Look down the entries below and report how many lines hold the string "rows"; write nothing else.
=== Begin Enclosure ===
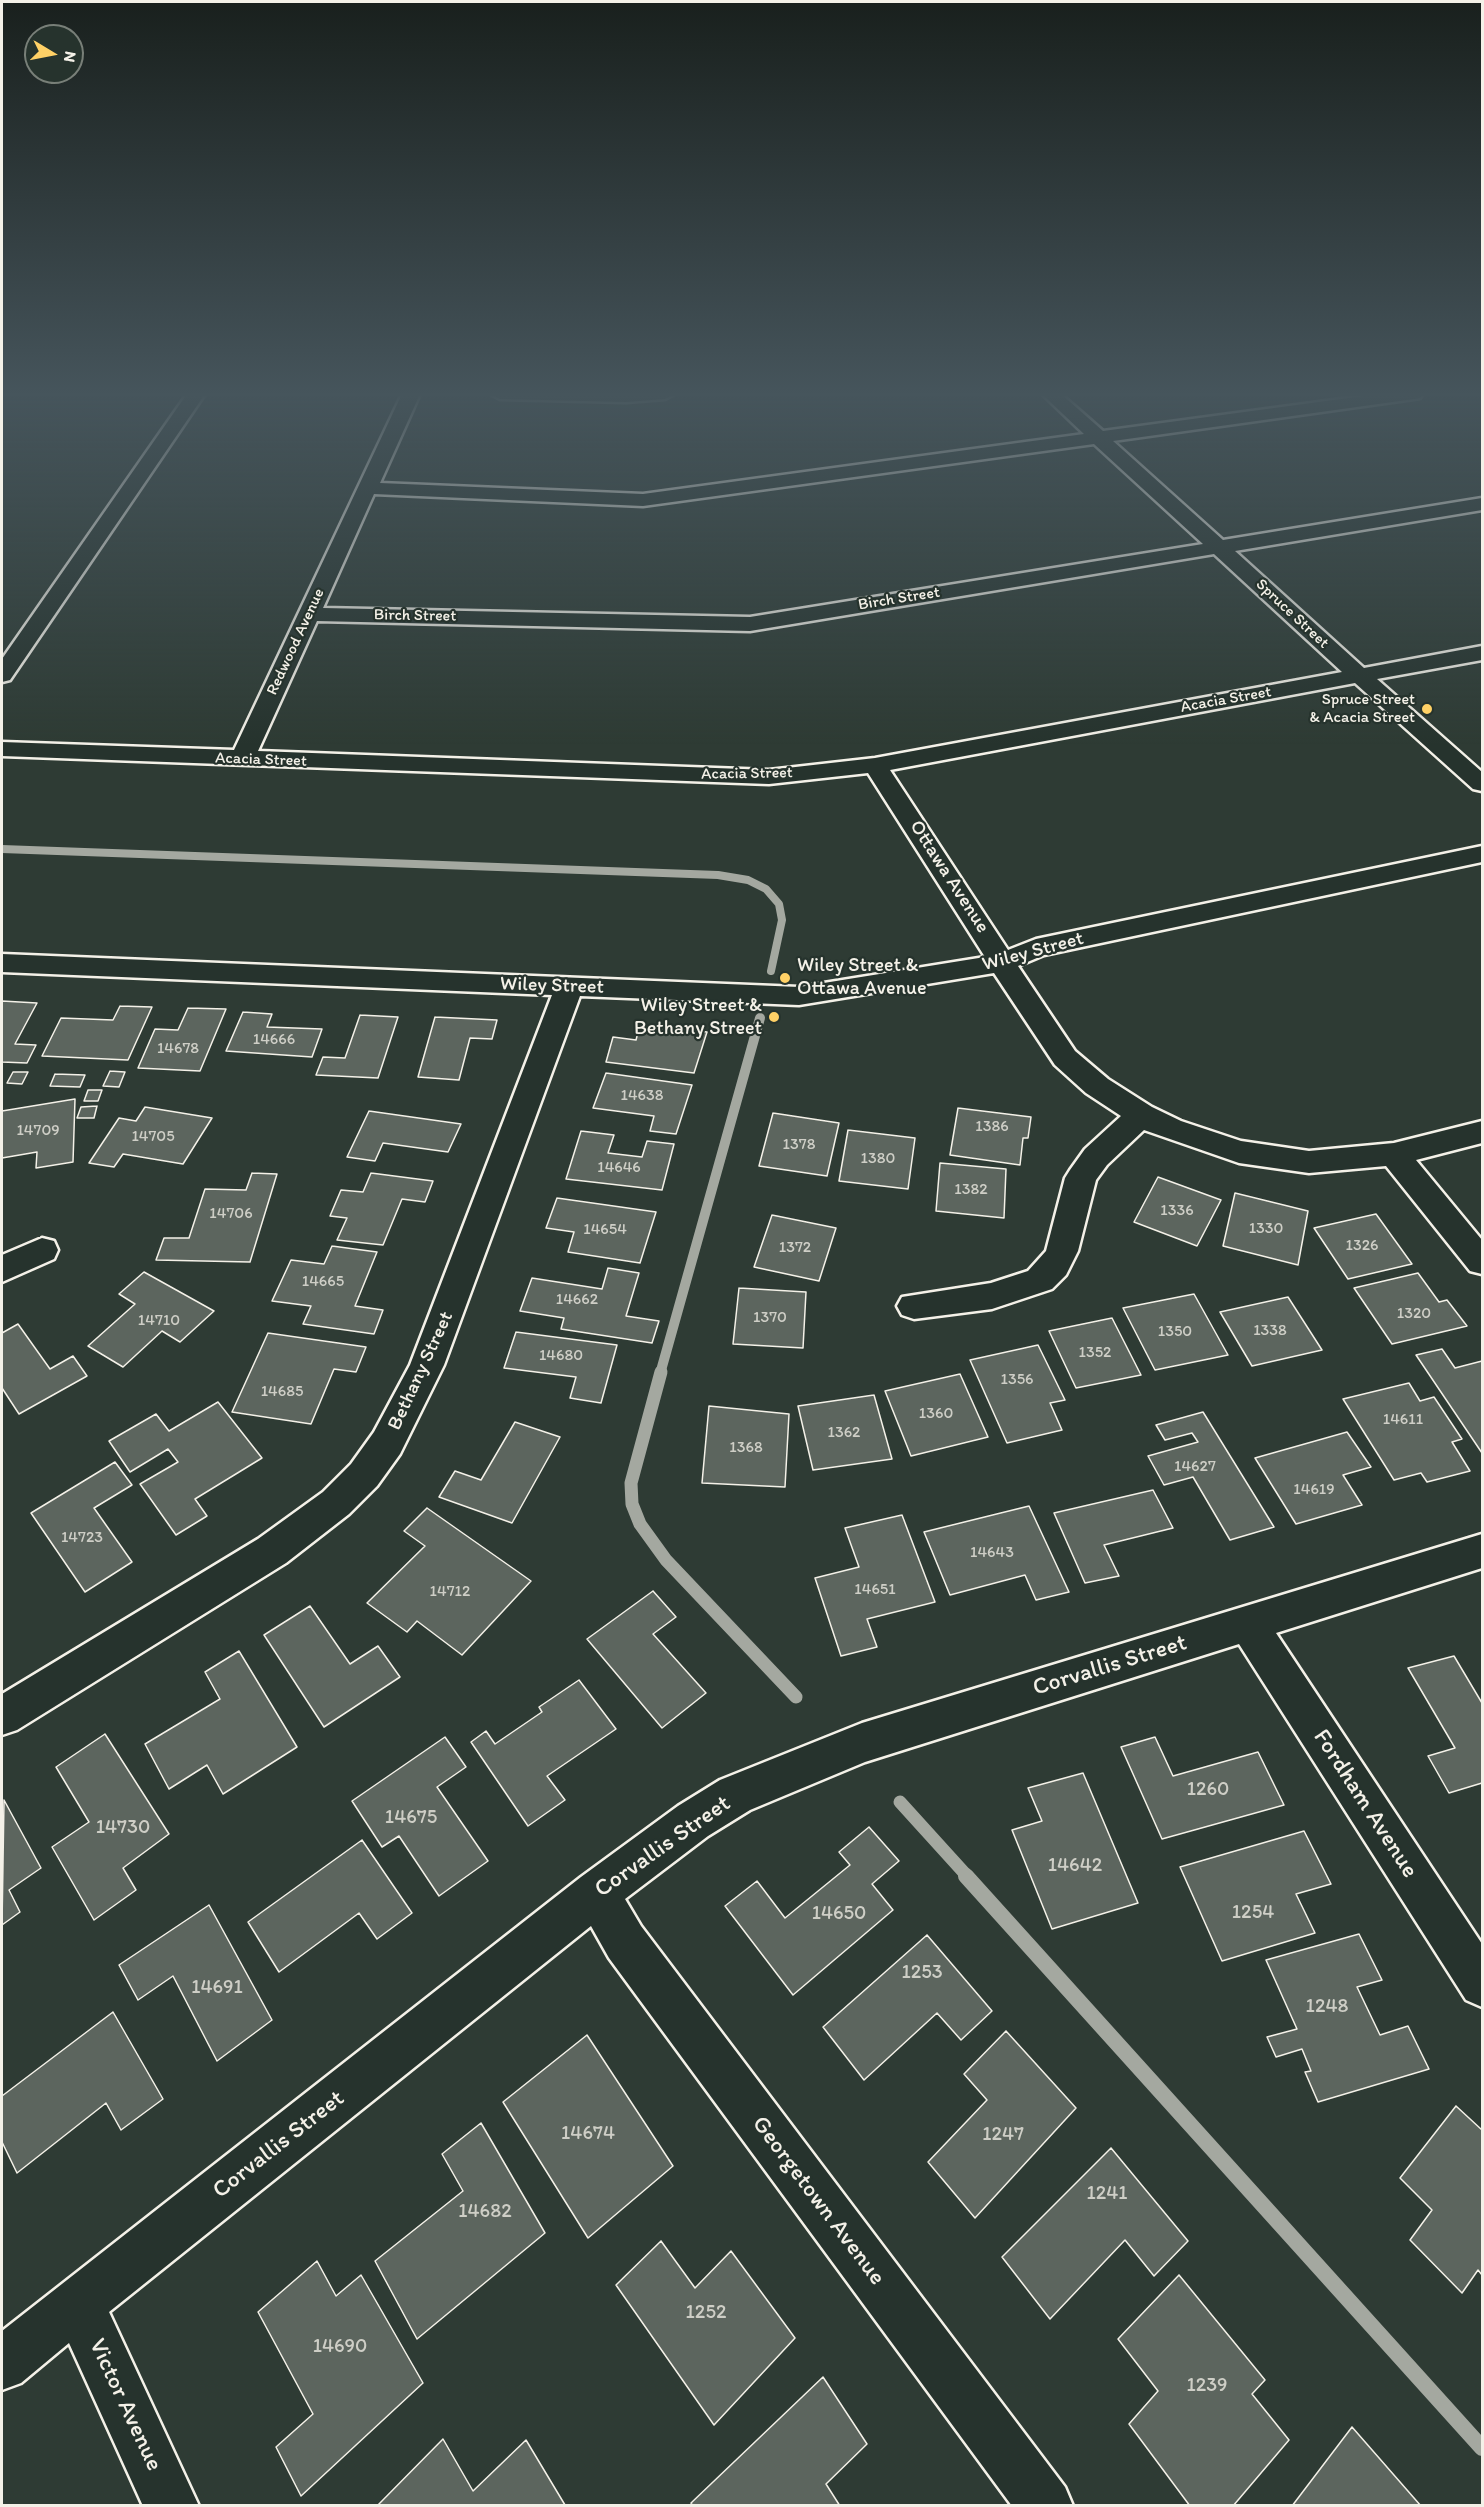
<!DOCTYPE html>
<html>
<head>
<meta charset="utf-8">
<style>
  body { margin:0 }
  #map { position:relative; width:1484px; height:2507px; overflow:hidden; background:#2e3b34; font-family:Itim,sans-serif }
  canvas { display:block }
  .frame { position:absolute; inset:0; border:3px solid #f4f1e8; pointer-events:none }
  .north { position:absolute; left:24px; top:24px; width:60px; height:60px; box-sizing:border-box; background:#26332d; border:2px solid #787f78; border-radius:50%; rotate:100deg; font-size:16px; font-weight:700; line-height:24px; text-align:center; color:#f4f1e8 }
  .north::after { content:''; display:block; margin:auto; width:21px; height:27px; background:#ffd166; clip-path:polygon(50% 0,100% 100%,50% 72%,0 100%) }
</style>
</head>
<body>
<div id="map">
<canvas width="1484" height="2507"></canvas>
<div class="frame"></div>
<div class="north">N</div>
</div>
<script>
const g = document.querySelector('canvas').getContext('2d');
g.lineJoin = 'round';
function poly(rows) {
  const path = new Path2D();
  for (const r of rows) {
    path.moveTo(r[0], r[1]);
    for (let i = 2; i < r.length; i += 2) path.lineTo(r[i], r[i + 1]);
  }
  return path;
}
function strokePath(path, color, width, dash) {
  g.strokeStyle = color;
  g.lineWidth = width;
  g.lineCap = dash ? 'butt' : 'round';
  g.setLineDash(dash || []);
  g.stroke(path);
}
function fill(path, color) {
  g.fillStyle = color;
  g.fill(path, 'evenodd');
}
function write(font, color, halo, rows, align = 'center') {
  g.font = font + ' Itim,sans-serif';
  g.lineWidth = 4.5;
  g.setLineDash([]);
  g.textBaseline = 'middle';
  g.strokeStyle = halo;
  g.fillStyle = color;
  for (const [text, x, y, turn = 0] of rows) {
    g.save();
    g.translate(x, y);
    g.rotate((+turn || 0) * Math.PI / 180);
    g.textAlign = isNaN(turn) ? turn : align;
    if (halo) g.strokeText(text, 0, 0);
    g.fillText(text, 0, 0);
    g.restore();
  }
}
strokePath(poly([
  [2,849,718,875,748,880,766,889,779,904,782,920,771,971]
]), '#a4a8a0', 8);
strokePath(poly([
  [660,1374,760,1018]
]), '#a4a8a0', 10);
strokePath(poly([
  [661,1372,631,1483,632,1504,640,1524,666,1560,796,1697],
  [900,1802,968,1877]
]), '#a4a8a0', 13);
strokePath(poly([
  [966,1876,1482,2448]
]), '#a4a8a0', 16);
const building = poly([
  [2,1001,37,1003,15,1044,36,1045,27,1063,2,1062,2,1001],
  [120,1006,152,1007,128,1060,42,1056,61,1018,113,1020,120,1006],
  [188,1008,226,1009,200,1071,138,1068,155,1029,178,1030,188,1008],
  [243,1012,272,1014,267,1027,322,1029,312,1057,226,1051,243,1012],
  [360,1015,398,1017,378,1078,316,1075,323,1057,345,1058,360,1015],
  [435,1017,497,1020,492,1039,470,1038,459,1080,418,1077,435,1017],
  [640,1025,707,1032,694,1073,606,1062,613,1037,636,1040,640,1025],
  [110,1071,125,1072,119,1087,103,1086,110,1071],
  [13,1072,28,1072,22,1084,7,1083,13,1072],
  [606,1073,692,1085,676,1134,650,1131,654,1116,593,1108,606,1073],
  [55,1074,85,1075,80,1087,50,1086,55,1074],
  [88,1090,102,1090,98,1101,84,1101,88,1090],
  [75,1099,73,1162,36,1168,37,1152,2,1158,2,1111,75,1099],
  [97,1106,94,1118,77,1118,81,1107,97,1106],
  [145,1107,212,1118,183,1164,123,1154,114,1167,89,1163,119,1118,136,1121,145,1107],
  [958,1108,1031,1117,1028,1138,1023,1138,1020,1165,950,1155,958,1108],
  [369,1111,461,1124,448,1152,383,1143,375,1161,347,1157,369,1111],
  [773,1113,839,1123,827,1176,759,1166,773,1113],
  [848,1130,915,1138,908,1189,839,1181,848,1130],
  [581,1131,614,1135,608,1153,642,1157,647,1141,674,1144,662,1190,566,1179,581,1131],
  [940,1163,1006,1169,1004,1218,936,1211,940,1163],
  [252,1173,277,1174,250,1262,156,1260,164,1238,189,1238,205,1189,246,1190,252,1173],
  [371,1173,433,1181,425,1202,402,1199,383,1245,337,1240,347,1218,330,1216,341,1190,363,1192,371,1173],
  [1158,1177,1221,1200,1197,1246,1134,1222,1158,1177],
  [1235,1193,1308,1211,1298,1265,1223,1246,1235,1193],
  [557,1198,656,1212,640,1263,568,1252,574,1232,546,1228,557,1198],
  [1376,1214,1412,1264,1348,1279,1314,1228,1376,1214],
  [772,1215,836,1228,819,1281,754,1267,772,1215],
  [332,1246,377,1252,355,1306,383,1310,374,1334,303,1324,311,1306,272,1301,291,1260,324,1264,332,1246],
  [608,1268,639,1273,626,1316,659,1321,652,1343,561,1329,564,1318,520,1311,532,1278,602,1289,608,1268],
  [144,1272,214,1311,180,1342,162,1331,123,1367,88,1346,135,1304,119,1294,144,1272],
  [1418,1273,1439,1302,1447,1300,1467,1326,1392,1344,1354,1288,1418,1273],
  [739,1288,806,1292,803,1348,733,1344,739,1288],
  [1194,1294,1228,1355,1155,1370,1123,1308,1194,1294],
  [1288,1297,1322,1350,1252,1366,1220,1312,1288,1297],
  [1112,1318,1141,1375,1076,1388,1049,1331,1112,1318],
  [18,1324,50,1369,73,1356,87,1376,19,1414,2,1388,2,1333,18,1324],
  [516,1332,617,1345,601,1403,570,1398,576,1377,504,1368,516,1332],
  [268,1333,366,1347,356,1372,334,1369,311,1424,232,1412,268,1333],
  [1038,1345,1065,1400,1050,1403,1062,1430,1007,1443,970,1360,1038,1345],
  [1442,1349,1455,1368,1482,1361,1482,1453,1416,1355,1442,1349],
  [960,1374,988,1437,911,1456,885,1391,960,1374],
  [1409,1383,1420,1401,1434,1397,1462,1439,1452,1442,1470,1471,1427,1482,1421,1473,1394,1480,1343,1399,1409,1383],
  [874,1395,892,1459,813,1470,798,1406,874,1395],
  [218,1402,262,1458,195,1499,207,1516,176,1535,140,1484,178,1462,168,1449,130,1472,109,1441,156,1414,169,1431,218,1402],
  [709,1406,789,1414,785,1487,702,1483,709,1406],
  [1203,1412,1274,1527,1230,1540,1193,1477,1164,1485,1148,1456,1198,1442,1192,1433,1165,1440,1156,1425,1203,1412],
  [515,1422,560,1437,512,1523,439,1497,455,1471,481,1480,515,1422],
  [1347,1432,1371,1467,1343,1475,1362,1505,1296,1524,1255,1458,1347,1432],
  [115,1462,132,1485,94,1508,132,1562,85,1592,31,1513,115,1462],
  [1153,1490,1173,1528,1104,1545,1119,1576,1085,1583,1054,1513,1153,1490],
  [1029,1506,1069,1592,1036,1600,1025,1575,950,1595,924,1532,1029,1506],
  [427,1508,531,1581,462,1655,417,1621,407,1632,367,1603,425,1546,404,1531,427,1508],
  [902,1515,935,1602,867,1619,877,1647,841,1656,815,1578,859,1567,845,1528,902,1515],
  [653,1591,676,1617,653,1634,706,1693,662,1728,587,1639,653,1591],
  [310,1606,350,1664,378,1646,400,1677,324,1727,264,1635,310,1606],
  [239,1651,297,1747,223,1794,207,1765,169,1789,145,1744,220,1699,205,1672,239,1651],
  [1454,1656,1482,1703,1482,1783,1449,1793,1428,1756,1455,1748,1408,1668,1454,1656],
  [579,1680,616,1729,547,1776,565,1800,528,1826,471,1742,486,1731,495,1744,542,1712,539,1707,579,1680],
  [105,1734,169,1834,123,1868,136,1890,94,1920,52,1847,89,1822,56,1767,105,1734],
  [445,1737,466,1767,437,1787,488,1861,439,1896,399,1836,382,1847,352,1801,445,1737],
  [1155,1737,1173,1776,1258,1752,1284,1805,1162,1839,1121,1747,1155,1737],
  [1083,1773,1138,1903,1052,1929,1012,1830,1042,1821,1028,1788,1083,1773],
  [4,1800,41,1868,9,1890,20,1912,2,1925,4,1800],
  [869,1827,899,1861,872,1884,893,1910,793,1995,725,1906,757,1881,785,1918,850,1865,839,1852,869,1827],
  [1304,1831,1331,1884,1296,1894,1315,1933,1222,1961,1180,1867,1304,1831],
  [362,1840,412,1913,377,1939,359,1913,279,1972,248,1922,362,1840],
  [209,1905,272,2020,217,2061,173,1976,138,2000,119,1965,209,1905],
  [1359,1934,1382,1980,1357,1987,1380,2035,1408,2026,1429,2069,1318,2102,1305,2072,1311,2071,1302,2049,1276,2057,1267,2037,1297,2029,1266,1960,1359,1934],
  [927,1935,992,2011,961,2040,937,2013,864,2080,823,2027,927,1935],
  [113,2012,163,2099,121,2130,106,2103,17,2173,2,2142,2,2096,113,2012],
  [1006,2031,1076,2108,975,2218,928,2162,987,2100,964,2074,1006,2031],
  [587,2035,673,2166,588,2238,503,2102,587,2035],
  [1456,2106,1482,2130,1482,2275,1478,2270,1462,2293,1410,2240,1432,2210,1400,2178,1456,2106],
  [481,2123,545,2233,417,2339,375,2261,463,2191,442,2154,481,2123],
  [1111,2148,1188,2241,1154,2276,1125,2240,1050,2319,1002,2257,1111,2148],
  [661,2241,695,2288,731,2251,795,2338,714,2425,616,2285,661,2241],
  [317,2261,336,2296,361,2275,423,2383,301,2496,276,2447,313,2414,258,2312,317,2261],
  [1179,2275,1265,2380,1252,2394,1289,2440,1233,2506,1190,2506,1129,2424,1158,2391,1118,2339,1179,2275],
  [823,2377,867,2444,826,2484,840,2506,693,2506,691,2503,823,2377],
  [1352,2427,1421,2506,1292,2506,1352,2427],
  [443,2439,473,2491,526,2440,565,2505,377,2506,443,2439]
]);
fill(building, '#5c655e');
strokePath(building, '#f4f1e8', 1.5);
const minor = poly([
  [187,394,205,394,10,680,2,682,2,659,187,394],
  [402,394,420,394,380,483,643,494,1084,434,1042,394,1061,394,1103,431,1378,394,1423,394,1420,398,1414,399,1113,441,1223,540,1482,498,1482,510,1235,551,1364,668,1482,646,1482,660,1377,679,1482,772,1482,791,1473,789,1355,683,890,770,1008,950,1036,939,1482,846,1482,862,1044,955,1018,966,1075,1051,1108,1079,1152,1107,1181,1121,1241,1141,1309,1151,1394,1143,1482,1121,1482,1143,1416,1160,1482,1240,1482,1274,1470,1271,1386,1166,1309,1173,1239,1163,1144,1130,1107,1165,1096,1180,1078,1251,1066,1275,1052,1289,992,1309,914,1319,902,1315,897,1306,902,1297,991,1283,1028,1271,1046,1251,1065,1178,1070,1170,1085,1149,1121,1116,1086,1093,1055,1065,994,973,799,1005,580,996,444,1365,400,1454,377,1486,349,1514,286,1563,17,1730,2,1735,2,1694,258,1539,323,1492,351,1464,374,1432,410,1365,552,995,2,972,2,954,799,987,985,957,868,773,769,784,2,756,2,742,234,750,402,394],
  [1094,444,1203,544,750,617,323,608,374,494,643,506,1094,444],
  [1214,554,1342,672,875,758,769,770,258,751,317,621,750,631,1214,554],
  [491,394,674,394,665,399,626,402,500,399,491,394],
  [42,1238,54,1241,58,1250,54,1259,2,1282,2,1255,42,1238],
  [1482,1534,1482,1568,1276,1633,1482,1944,1482,2007,1466,2000,1239,1644,865,1762,750,1810,708,1836,625,1899,641,1926,1065,2487,1073,2506,1012,2506,609,1958,591,1926,109,2312,199,2506,143,2506,69,2343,21,2383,2,2390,2,2331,581,1877,678,1806,720,1780,862,1723,1482,1534]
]);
strokePath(minor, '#f4f1e8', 5);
fill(minor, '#26332d');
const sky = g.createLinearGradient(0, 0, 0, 745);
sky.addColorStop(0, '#19201d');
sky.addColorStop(0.53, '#46555c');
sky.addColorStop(1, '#46555c00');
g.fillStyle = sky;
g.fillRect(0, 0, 1484, 745);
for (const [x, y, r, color] of [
  [1427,709,6,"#ffd166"],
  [785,978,6,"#ffd166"],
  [774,1017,6,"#ffd166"]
]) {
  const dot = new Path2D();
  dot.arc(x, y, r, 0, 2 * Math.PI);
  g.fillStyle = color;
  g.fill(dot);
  strokePath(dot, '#26332d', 2);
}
write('16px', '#f4f1e8', '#26332d', [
  ["Birch Street",899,599,-9],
  ["Spruce Street",1292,614,43],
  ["Birch Street",415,616,1],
  ["Redwood Avenue",296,642,-65],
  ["Acacia Street",1226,700,-10],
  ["Acacia Street",261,760,2],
  ["Acacia Street",747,774,-1]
]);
write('16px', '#f4f1e8', '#26332d', [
  ["Spruce Street",1415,700],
  ["& Acacia Street",1415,718]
], 'right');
write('16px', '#cecec6', null, [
  ["14666",274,1040],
  ["14678",178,1049],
  ["14638",642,1096],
  ["1386",992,1127],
  ["14709",38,1131],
  ["14705",153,1137],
  ["1378",799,1145],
  ["1380",878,1159],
  ["14646",619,1168],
  ["1382",971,1190],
  ["1336",1177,1211],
  ["14706",231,1214],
  ["1330",1266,1229],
  ["14654",605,1230],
  ["1326",1362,1246],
  ["1372",795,1248],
  ["14665",323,1282],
  ["14662",577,1300],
  ["1320",1414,1314],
  ["1370",770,1318],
  ["14710",159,1321],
  ["1338",1270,1331],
  ["1350",1175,1332],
  ["1352",1095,1353],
  ["14680",561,1356],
  ["1356",1017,1380],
  ["14685",282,1392],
  ["1360",936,1414],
  ["14611",1403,1420],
  ["1362",844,1433],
  ["1368",746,1448],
  ["14627",1195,1467],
  ["14619",1314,1490],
  ["14723",82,1538],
  ["14643",992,1553],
  ["14651",875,1590],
  ["14712",450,1592]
]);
write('20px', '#f4f1e8', '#26332d', [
  ["Ottawa Avenue",949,877,57],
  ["Wiley Street",1033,952,-15],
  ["Wiley Street",552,986,2],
  ["Bethany Street",421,1371,-65]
]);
write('20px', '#f4f1e8', '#26332d', [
  ["Wiley Street &",797,966],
  ["Ottawa Avenue",797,989],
  ["Wiley Street &",762,1006,"right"],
  ["Bethany Street",762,1029,"right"]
], 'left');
write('20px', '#cecec6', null, [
  ["1260",1208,1790],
  ["14675",411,1818],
  ["14730",123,1828],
  ["14642",1075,1866],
  ["1254",1253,1913],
  ["14650",839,1914],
  ["1253",922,1973],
  ["14691",217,1988],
  ["1248",1327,2007],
  ["14674",588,2134],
  ["1247",1003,2135],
  ["1241",1107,2194],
  ["14682",485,2212],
  ["1252",706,2313],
  ["14690",340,2347],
  ["1239",1207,2386]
]);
write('24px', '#f4f1e8', '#26332d', [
  ["Corvallis Street",1110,1666,-17],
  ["Fordham Avenue",1365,1804,57],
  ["Corvallis Street",663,1847,-35],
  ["Corvallis Street",279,2145,-38],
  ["Georgetown Avenue",818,2201,53],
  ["Victor Avenue",125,2405,65]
]);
</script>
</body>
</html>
=== End Enclosure ===
### Output of the exercise
4